■ **RECORDED DATA**

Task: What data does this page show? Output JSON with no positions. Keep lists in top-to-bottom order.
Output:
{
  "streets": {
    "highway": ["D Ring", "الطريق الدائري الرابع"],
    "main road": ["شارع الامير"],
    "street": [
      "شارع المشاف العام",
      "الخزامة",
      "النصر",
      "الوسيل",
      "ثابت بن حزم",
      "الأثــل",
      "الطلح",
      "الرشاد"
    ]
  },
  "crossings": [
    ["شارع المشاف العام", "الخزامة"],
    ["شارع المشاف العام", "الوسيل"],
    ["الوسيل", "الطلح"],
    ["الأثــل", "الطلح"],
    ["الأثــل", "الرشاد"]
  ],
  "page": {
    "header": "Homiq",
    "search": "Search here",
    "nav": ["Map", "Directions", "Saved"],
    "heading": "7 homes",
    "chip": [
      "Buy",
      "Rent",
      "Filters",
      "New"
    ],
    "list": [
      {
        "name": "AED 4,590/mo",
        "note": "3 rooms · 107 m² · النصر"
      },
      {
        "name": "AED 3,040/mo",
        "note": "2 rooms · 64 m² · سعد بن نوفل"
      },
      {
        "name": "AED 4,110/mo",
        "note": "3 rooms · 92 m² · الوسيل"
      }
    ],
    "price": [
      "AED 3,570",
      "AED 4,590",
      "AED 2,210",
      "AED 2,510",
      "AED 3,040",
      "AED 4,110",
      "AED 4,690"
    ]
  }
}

■ **INSTRUCTIONS FOR THE TASK**
Find each line in the material above that carries the string "الأثــل", and copy it.

■ **SOLUTION TO THE PROBLEM**
      "الأثــل",
    ["الأثــل", "الطلح"],
    ["الأثــل", "الرشاد"]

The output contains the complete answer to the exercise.